Alla morte del marito, la contadina Marcella è costretta a cercare lavoro; per farlo si trasferisce a Bologna portando con sé i nove figli. Impossibilitata ad affittare una casa per un nucleo così numeroso, trova alloggio nella soffitta di una residenza di lusso, tacendo sulla presenza dei bambini ai locatori. Scoperta la realtà, la padrona di casa reagisce con durezza: il motivo è dato non dalla residenza clandestina dei bambini, ma dall'invidia provata per l'esistenza stessa dei fanciulli, causata dalla perdita dell'unico figlio, circostanza che le ha fatto naufragare il matrimonio e indurito il cuore.

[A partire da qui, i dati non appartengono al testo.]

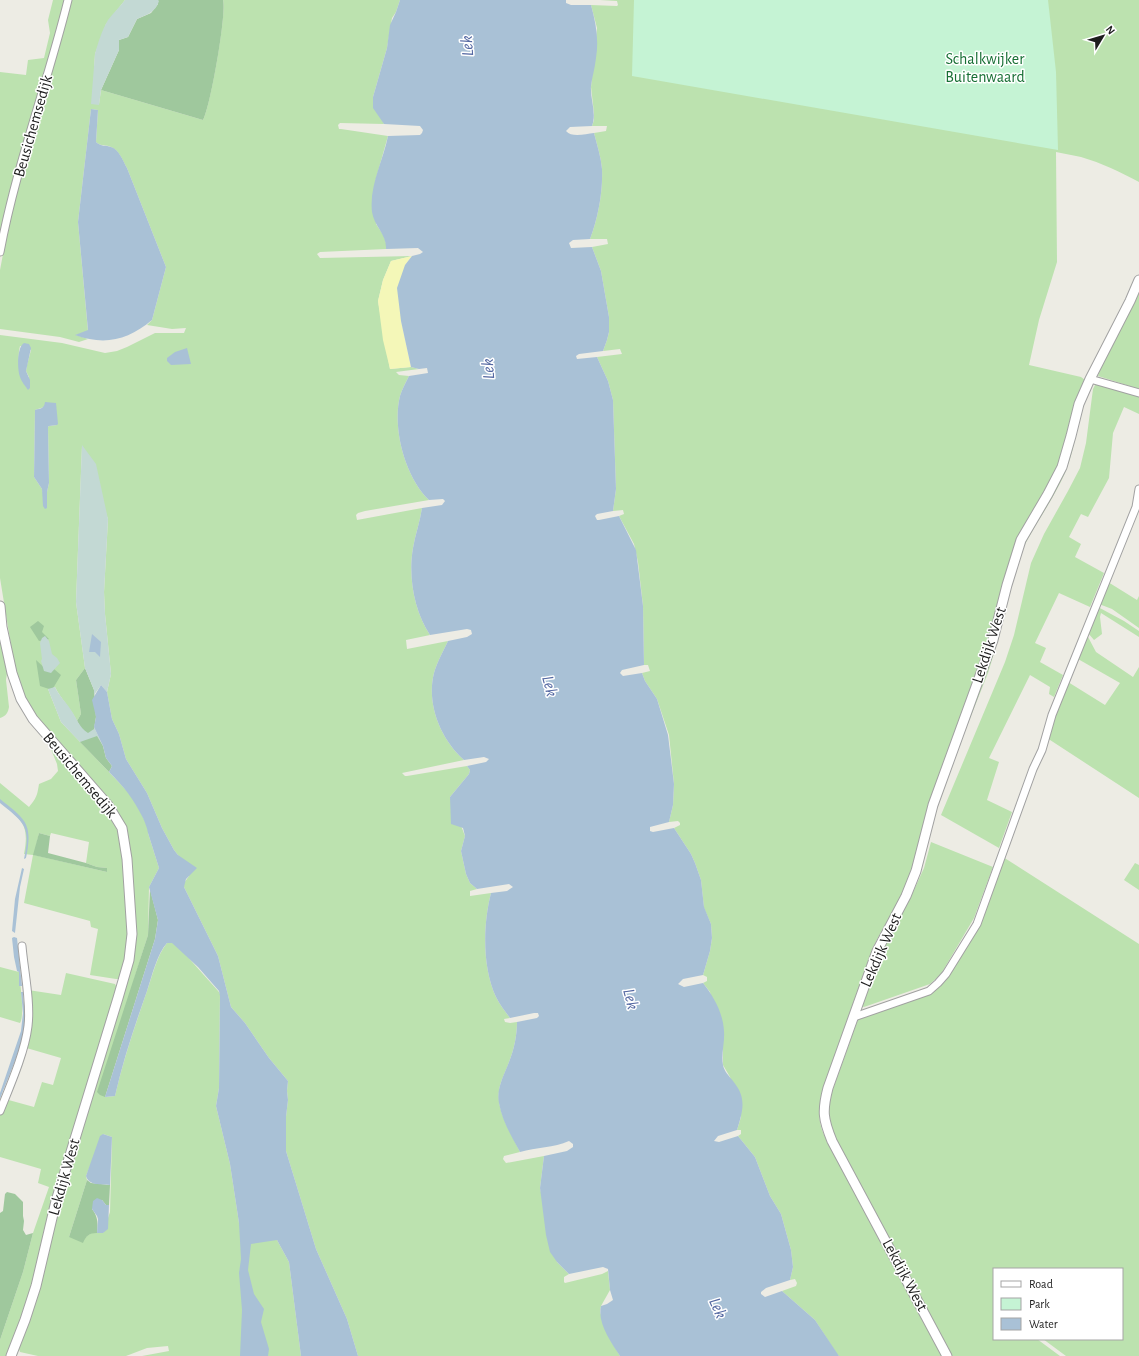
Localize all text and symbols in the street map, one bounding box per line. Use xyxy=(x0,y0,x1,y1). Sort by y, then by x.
north arrow xyxy=(1083,16,1123,56)
text: N xyxy=(1104,24,1117,37)
water label: Lek xyxy=(458,35,476,57)
park label: Schalkwijker Buitenwaard xyxy=(945,51,1025,85)
street label: Beusichemsedijk xyxy=(11,72,56,179)
water label: Lek xyxy=(479,358,497,380)
street label: Lekdijk West xyxy=(969,605,1010,685)
water label: Lek xyxy=(539,674,561,698)
street label: Beusichemsedijk xyxy=(39,729,120,822)
street label: Lekdijk West xyxy=(858,911,905,990)
water label: Lek xyxy=(620,987,642,1011)
street label: Lekdijk West xyxy=(45,1137,84,1218)
street label: Lekdijk West xyxy=(878,1236,931,1314)
legend xyxy=(993,1268,1123,1340)
text: Road xyxy=(1029,1278,1053,1290)
water label: Lek xyxy=(706,1295,730,1321)
text: Park xyxy=(1029,1298,1050,1310)
text: Water xyxy=(1029,1318,1058,1330)

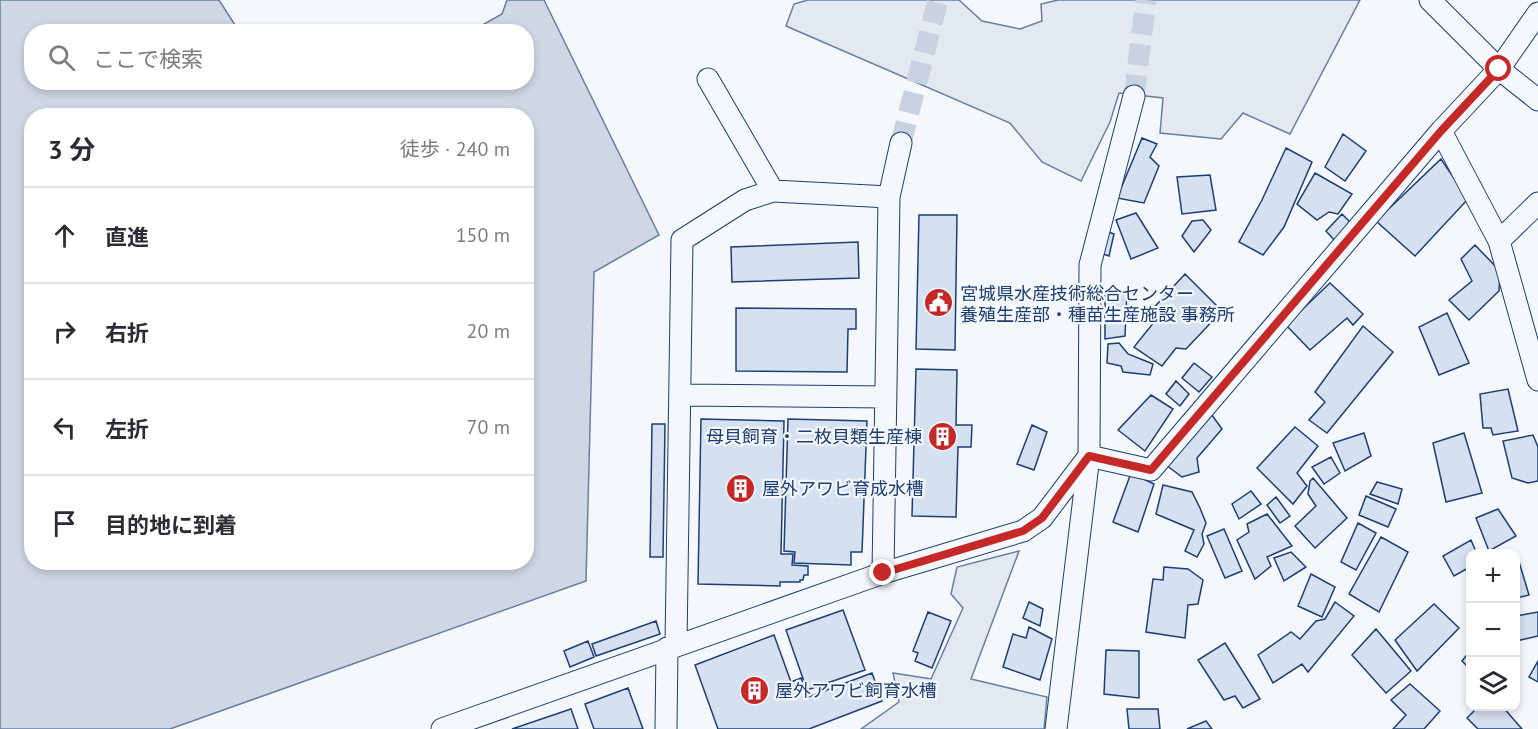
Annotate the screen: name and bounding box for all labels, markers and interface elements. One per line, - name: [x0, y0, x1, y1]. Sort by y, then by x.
- search box: [24, 24, 534, 90]
- icon: search: [45, 41, 78, 74]
- text: ここで検索: [93, 45, 203, 73]
- route start: [1485, 55, 1511, 81]
- text: 3 分: [48, 133, 95, 166]
- text: 徒歩 · 240 m: [400, 136, 510, 162]
- icon: ahead: [48, 219, 81, 252]
- text: 150 m: [456, 222, 510, 248]
- text: 直進: [105, 223, 149, 251]
- place label: 宮城県水産技術総合センター 養殖生産部・種苗生産施設 事務所: [960, 282, 1235, 326]
- public building icon: 宮城県水産技術総合センター 養殖生産部・種苗生産施設 事務所: [923, 287, 955, 319]
- icon: right: [48, 315, 81, 348]
- text: 20 m: [467, 318, 510, 344]
- text: 右折: [105, 319, 149, 347]
- icon: left: [48, 411, 81, 444]
- text: 70 m: [467, 414, 510, 440]
- text: 左折: [105, 415, 149, 443]
- building icon: 母貝飼育・二枚貝類生産棟: [927, 420, 959, 452]
- place label: 母貝飼育・二枚貝類生産棟: [706, 425, 922, 448]
- building icon: 屋外アワビ育成水槽: [725, 472, 757, 504]
- place label: 屋外アワビ育成水槽: [762, 477, 924, 500]
- icon: arrive: [48, 507, 81, 540]
- text: 目的地に到着: [105, 511, 237, 539]
- map controls: [1466, 549, 1520, 711]
- button: +: [1466, 549, 1520, 603]
- route end: [869, 559, 895, 585]
- button: −: [1466, 603, 1520, 657]
- button: layers: [1466, 657, 1520, 711]
- building icon: 屋外アワビ飼育水槽: [738, 674, 770, 706]
- place label: 屋外アワビ飼育水槽: [775, 679, 937, 702]

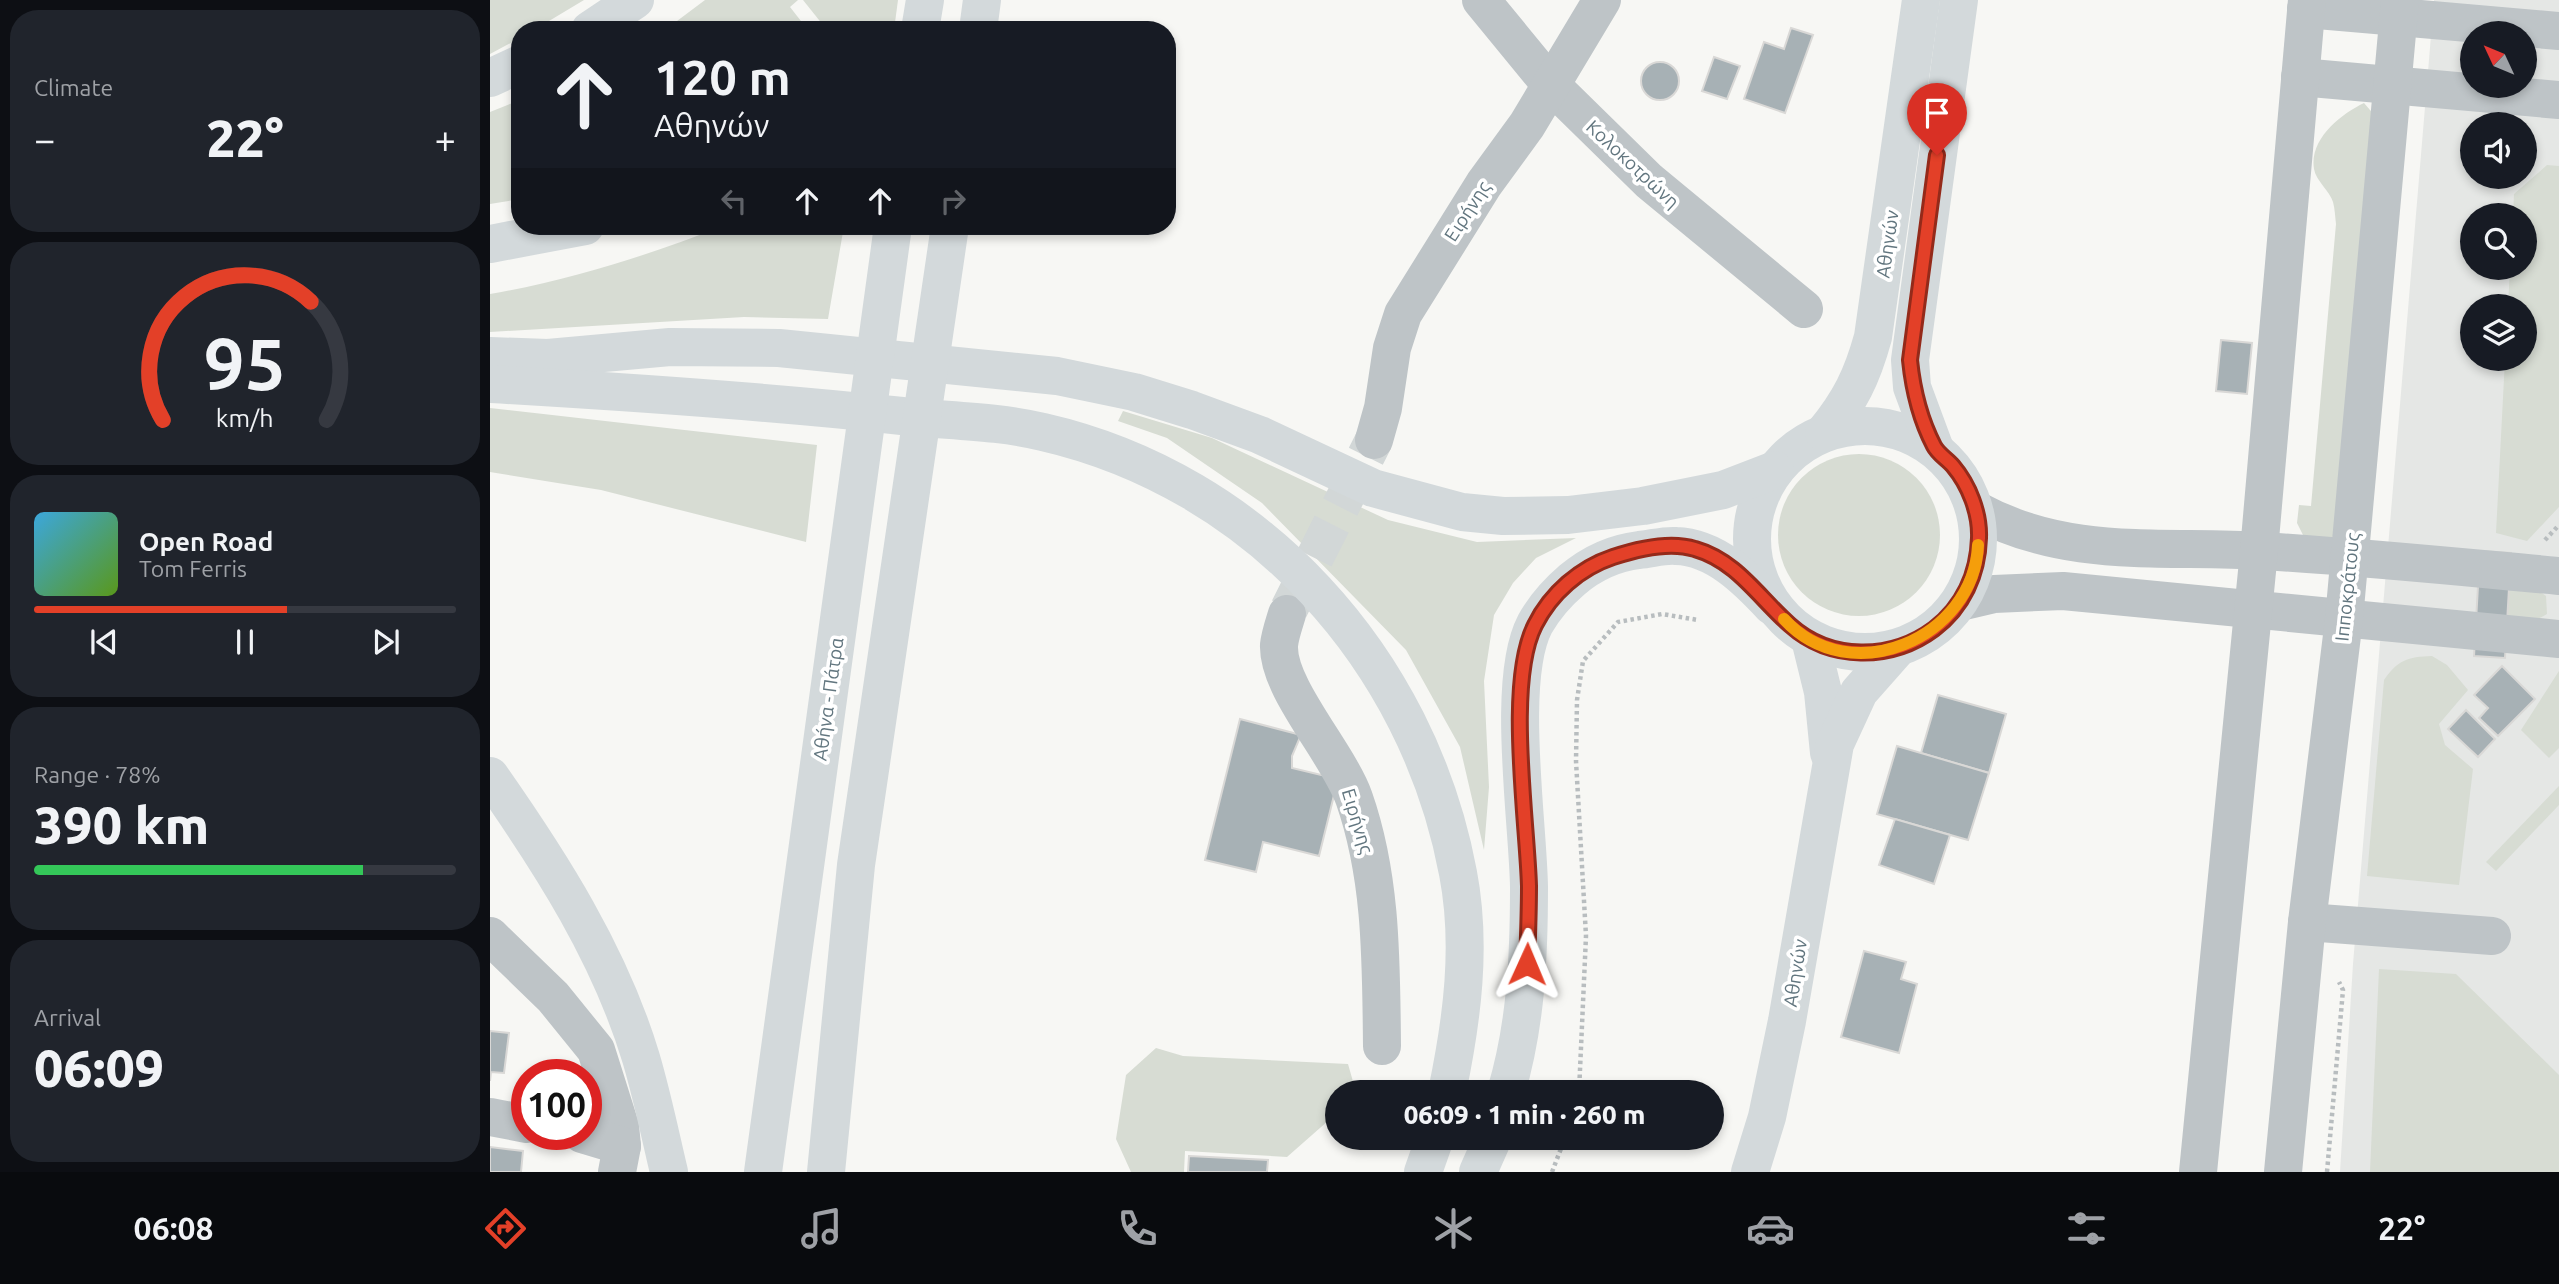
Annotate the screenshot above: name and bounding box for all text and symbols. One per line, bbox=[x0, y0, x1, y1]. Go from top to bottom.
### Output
north arrow bbox=[2460, 21, 2538, 98]
map controls bbox=[2460, 21, 2537, 371]
icon: ahead bbox=[539, 49, 630, 140]
text: 120 m bbox=[654, 49, 791, 104]
text: Climate bbox=[34, 75, 113, 100]
pin bbox=[1907, 83, 1967, 155]
icon: arrive bbox=[1918, 94, 1956, 132]
text: Αθηνών bbox=[654, 107, 769, 143]
text: 22° bbox=[206, 109, 284, 167]
button: sound bbox=[2460, 112, 2537, 189]
street label: Κολοκοτρώνη bbox=[1582, 115, 1684, 213]
text: − bbox=[34, 118, 55, 160]
text: + bbox=[435, 118, 456, 160]
street label: Ειρήνης bbox=[1440, 177, 1495, 245]
icon: left bbox=[715, 182, 753, 220]
icon: ahead bbox=[788, 182, 826, 220]
icon: ahead bbox=[861, 182, 899, 220]
icon: right bbox=[934, 182, 972, 220]
button: search bbox=[2460, 203, 2537, 280]
street label: Αθηνών bbox=[1871, 209, 1903, 279]
button: layers bbox=[2460, 294, 2537, 371]
text: 95 bbox=[204, 322, 286, 404]
text: km/h bbox=[216, 403, 274, 431]
text: Open Road bbox=[139, 527, 273, 556]
street label: Ιπποκράτους bbox=[2330, 531, 2364, 642]
text: Tom Ferris bbox=[139, 556, 247, 581]
icon: previous bbox=[85, 623, 123, 661]
icon: pause bbox=[226, 623, 264, 661]
icon: next bbox=[367, 623, 405, 661]
street label: Αθήνα - Πάτρα bbox=[808, 636, 848, 762]
text: Range · 78% bbox=[34, 762, 161, 787]
street label: Ειρήνης bbox=[1338, 786, 1378, 857]
text: 390 km bbox=[34, 796, 209, 854]
position arrow bbox=[1490, 927, 1564, 1001]
street label: Αθηνών bbox=[1779, 938, 1811, 1008]
text: Arrival bbox=[34, 1005, 101, 1030]
text: 06:09 bbox=[34, 1039, 164, 1097]
speed limit sign: 100 bbox=[511, 1059, 602, 1150]
text: 06:09 · 1 min · 260 m bbox=[1404, 1100, 1645, 1129]
icon: directions bbox=[481, 1204, 530, 1253]
icon: music bbox=[797, 1204, 846, 1253]
icon: phone bbox=[1113, 1204, 1162, 1253]
icon: climate bbox=[1429, 1204, 1478, 1253]
icon: car bbox=[1746, 1204, 1795, 1253]
icon: filters bbox=[2062, 1204, 2111, 1253]
text: 06:08 bbox=[134, 1210, 214, 1246]
text: 22° bbox=[2378, 1210, 2425, 1246]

Tratto dall'omonimo racconto di Giovannino Guareschi, il film fu girato a Bologna.[1]
«Mi è piaciuto calarmi nel mondo di Guareschi, descrivere la graduale scomparsa della cultura contadina, i fenomeni legati all'immigrazione nella città, la campagna mangiata dalla metropoli. E poi parlare dell'amore materno, riscoprendo la Degli Esposti in una chiave solare, umana, diversa da quelle che hanno caratterizzato la sua carriera. Qui Piera è una pagnotta di pane, una mamma contadina che ha nove figli ed è costretta a stabilirsi in città, a Bologna, dopo la morte del marito.»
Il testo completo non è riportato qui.